Burhan Wani's death and a year of living dangerously

The pathology of lynching

Battling the vigilantes: A protest at Jantar Mantar, New Delhi, in October 2015 against the Dadri lynching   | Photo Credit: Sushil Kumar Verma

I first heard the famous Billie Holiday version of the song ‘Strange fruit’ (1939) quite late, as I had grown up in a small town of Bihar, where the choice of music was rather limited. I must have been in junior college then. By then I had read of the song, and the tragic history behind it; I still recall the tingling feeling as Billie Holiday’s powerful rendition literally made my hair stand on end:

Southern trees bear a strange fruit,

blood on the leaves and blood at the root,

Black bodies swinging in the southern breeze,

Strange fruit hanging from the poplar trees.

Described by record producer Ahmet Ertegun as “the beginning of the civil rights movement”, this powerful song was written as a poem by Abel Meeropol, and first performed in public by his wife (a singer) in 1937.

Meeropol was writing about more than 1,500 African Americans (‘Black bodies’) lynched by white American mobs around the turn of the 20th century. In particular, he was reacting to a photo taken by Lawrence Beitler of the lynching of Thomas Shipp and Abram Smith on August 7, 1930: these two African Americans were accused, without any evidence, of murdering a white man and raping his companion, and they were lynched by a crowd of racists in front of the local police.

Violence by vigilante groups

You can see the connections to the kind of murders of Muslims that have taken place recently in North India — violence that, actually, also connects to a longer history of the murder of Dalits and aborigines by mobs of casteist Hindus. Yes, I allude specifically to such violence.

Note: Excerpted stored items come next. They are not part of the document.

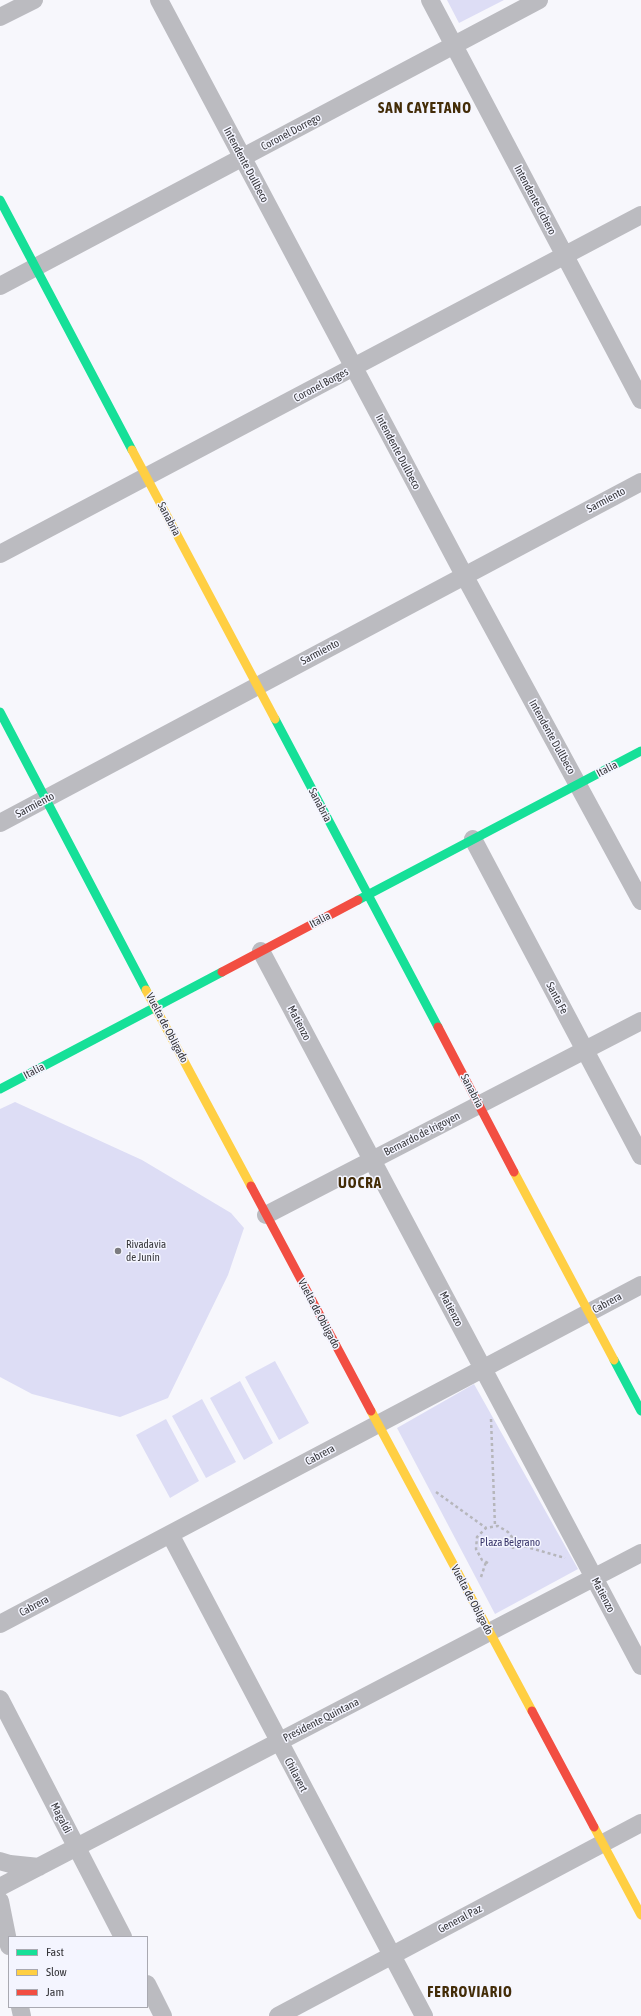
<!DOCTYPE html>
<html>
<head>
<meta charset="utf-8">
<style>
	body { margin:0 }
	#map { position:relative; width:641px; height:2016px; overflow:hidden; background:#f7f7fc; font-family:"Asap Condensed",sans-serif }
	canvas { display:block }
	.legend { position:absolute; left:8px; top:1936px; width:140px; height:72px; box-sizing:border-box; background:#f4f5ff; border:1px solid #a9a9b1; margin:0; padding:5px 7px; list-style:none; font-size:12px; color:#38383c }
	.legend li { display:flex; align-items:center; gap:8px; height:20px }
	.legend b { width:20px; border:1px solid #a9a9b1 }
</style>
</head>
<body>
<div id="map">
<canvas width="641" height="2016"></canvas>
<ul class="legend">
<li><b style="height:5px;background:#16e098"></b>Fast</li>
<li><b style="height:5px;background:#ffcf43"></b>Slow</li>
<li><b style="height:5px;background:#f24e42"></b>Jam</li>
</ul>
</div>
<script>
const context = document.querySelector('canvas').getContext('2d');
context.lineJoin = 'round';
function paint(path, color) { context.fillStyle = color; context.fill(path, 'evenodd'); }
const toPath = rows => new Path2D(rows.map(r => 'M' + r).join(''));
function stroke(path, color, width, dash) { context.strokeStyle = color; context.lineWidth = width; context.lineCap = dash ? 'butt' : 'round'; context.setLineDash(dash || []); context.stroke(path); }
function write(font, color, halo, rows, align = 'center') {
  context.font = font + ' "Asap Condensed",sans-serif'; context.lineWidth = 3; context.setLineDash([]); context.textBaseline = 'middle'; context.strokeStyle = halo; context.fillStyle = color; for (const [text, x, y, turn = 0] of rows) {
    context.save(); context.translate(x, y); context.rotate((+turn || 0) * Math.PI / 180); context.textAlign = isNaN(turn) ? turn : align; if (halo) context.strokeText(text, 0, 0); context.fillText(text, 0, 0); context.restore();
  }
}
const green = toPath([
	[447,0,504,0,459,23],
	[15,1102,142,1160,231,1213,244,1228,228,1275,168,1398,120,1417,32,1394,0,1377,0,1109],
	[275,1361,309,1423,279,1440,245,1377],
	[240,1381,273,1443,244,1460,210,1398],
	[474,1384,578,1569,495,1614,397,1428],
	[202,1399,236,1462,206,1478,172,1416],
	[166,1419,199,1481,170,1498,136,1435]
]);
const path = toPath([
	[491,1419,495,1526],
	[436,1492,486,1528],
	[513,1543,565,1558],
	[488,1563,482,1560,476,1549,477,1537,486,1528,498,1526,508,1532,512,1537,513,1549],
	[481,1577,486,1562]
]);
const street = toPath([
	[159,0,464,575,641,901],
	[430,0,641,400],
	[0,17,34,0],
	[0,286,539,0],
	[0,554,641,215],
	[0,823,641,482],
	[473,839,641,1156],
	[261,951,641,1666],
	[266,1215,641,1021],
	[170,1534,424,2016],
	[0,1624,641,1285],
	[0,1699,123,1937],
	[0,1861,10,1864,39,1867],
	[0,1887,641,1553],
	[0,1901,9,1946],
	[147,1984,163,2016],
	[20,2007,22,2016],
	[278,2016,641,1823]
]);
const fast = toPath([
	[0,200,132,450],
	[0,712,146,990],
	[275,719,438,1027],
	[358,900,641,751],
	[0,1089,222,972],
	[614,1360,641,1411]
]);
const slow = toPath([
	[132,450,275,719],
	[146,990,251,1186],
	[514,1172,614,1360],
	[371,1411,532,1711],
	[594,1827,641,1915]
]);
const jam = toPath([
	[222,972,358,900],
	[438,1027,514,1172],
	[251,1186,371,1411],
	[532,1711,594,1827]
]);
const markers = [
	[118,1251,4,"#7b7b7f"]
];
const streetNames = [
	["Coronel Dorrego",291,132,-28],
	["Intendente Dullbeco",246,165,62],
	["Intendente Cichero",535,200,62],
	["Coronel Borges",321,385,-28],
	["Intendente Dullbeco",398,452,62],
	["Sarmiento",606,500,-28],
	["Sanabria",169,519,62],
	["Sarmiento",320,652,-28],
	["Intendente Dullbeco",552,737,61],
	["Italia",607,769,-28],
	["Sarmiento",35,805,-28],
	["Sanabria",320,805,62],
	["Italia",320,920,-28],
	["Santa Fe",557,998,62],
	["Matienzo",299,1023,62],
	["Vuelta de Obligado",167,1028,62],
	["Italia",34,1071,-28],
	["Sanabria",472,1091,62],
	["Bernardo de Irigoyen",422,1134,-27],
	["Cabrera",607,1303,-28],
	["Matienzo",451,1309,62],
	["Vuelta de Obligado",319,1314,62],
	["Cabrera",320,1455,-28],
	["Matienzo",603,1595,62],
	["Vuelta de Obligado",472,1600,62],
	["Cabrera",34,1606,-28],
	["Presidente Quintana",321,1720,-27],
	["Chilavert",296,1775,62],
	["Magaldi",61,1818,63],
	["General Paz",460,1919,-28]
];
const poiNames = [
	["Rivadavia",126,1245],
	["de Junín",126,1258]
];
const parkNames = [
	["Plaza Belgrano",510,1543]
];
const districtNames = [
	["SAN CAYETANO",425,108],
	["UOCRA",360,1183],
	["FERROVIARIO",470,1992]
];
paint(green, '#ddddf5');
stroke(path, '#b6b6bb', 2.5, [3, 3]);
stroke(street, '#bbbbc0', 18);
stroke(fast, '#16e098', 9);
stroke(slow, '#ffcf43', 9);
stroke(jam, '#f24e42', 9);
for (const [x, y, r, color] of markers) { const dot = new Path2D(); dot.arc(x, y, r, 0, 2 * Math.PI); context.fillStyle = color; context.fill(dot); stroke(dot, '#f4f5ff', 1.5); }
write('11px', '#38383c', '#f4f5ff', streetNames);
write('11px', '#38383c', '#f4f5ff', poiNames, 'left');
write('11px', '#39366b', '#f4f5ff', parkNames);
context.letterSpacing = '1px';
write('bold 15px', '#432c07', '#f4f5ff', districtNames);
context.letterSpacing = '0px';
</script>
</body>
</html>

The lynching of a (Muslim) police officer by (Muslim) separatists in Srinagar is by definition a criminal act, and its perpetrators will be prosecuted by the government as required. But violence by vigilante groups in the name of the law is another matter — because it seeks not just to attack the state but also to circuitously involve it in its own demise.

These are the elements: rumour and hearsay lead to a mob breaking the law of the country in the name of justice; the mob has already condemned the ‘guilty’ because of who they are and how they look; the authorities look the other way, and later describe it as simply a law and order breakdown. (‘It was just an argument over a train seat,’ we were told after the recent lynching of a 17-year-old boy in Haryana.)

There is no attempt to look at the larger disease of hatred and prejudice behind such ‘incidents’. Because, of course, as the first stanza of the song tells us, for there to be ‘blood on the leaves’, there also has to be ‘blood at the root’.


There is ‘blood at the root’ of the Hindutva movement whenever it refuses to see Muslims and other minorities as fully Indian. In this sense, to lynch a man on the suspicion (or, for that matter, even the evidence) of eating beef is the logical outcome of statements like those dismissing the Taj Mahal as not an Indian building. There is no point pretending otherwise. And I suspect that it is not the so-called Hindutva loony fringe that pretends otherwise; it is all the others who refuse to countenance the true nature of the fruits hanging from our beautiful and historical Indian trees.

The problem with such blindness is that it can end up hollowing out the rule of law and order. The Indian government has to act decisively and visibly against lynching and mob violence because, if it fails to do so, it fails to govern. And if it fails to govern long enough, there might not be much left to govern.

Law and order are there to stop citizens from inflicting ‘justice’ on each other; the state is there to break the endless cycles of personal, family and group revenge that have been at the root of violence in all traditional societies. That way lies chaos! Any government that fails to see this does India the greatest disservice possible, for it enables the hollowing out of governance in India, and hence the rise of anarchy.

A strange and bitter crop

Meeropol’s poem, as sung by Billie Holiday (and, later, by singers like Sting, Diana Ross and Annie Lennox), ends with a memorable line: “Here is a strange and bitter crop.”

This image alludes to the longer consequences of such acts of vigilante justice: it is not just the tragic breakdown of law in that particular instant; it is also the sowing of a bitter crop that will return again and again. I shudder to think of the consequences of the bitterness of a minority population of 180 million people in India, more so as the ‘laws’ for which such lynchings are taking place do not even represent the beliefs of the majority of Hindus.

But that is the silver lining in our dark cloud, just as it was the silver lining in the tumultuous clouds of lynching in the American south a century ago: Abel Meeropol, the writer of ‘Strange Fruit’, was not an African American. He was Jewish and a socialist who believed in order, equality and justice. He was moved not because he was Black, but because he was human and humane. I believe that India contains many millions of Abel Meeropols, and that they will make their voices heard.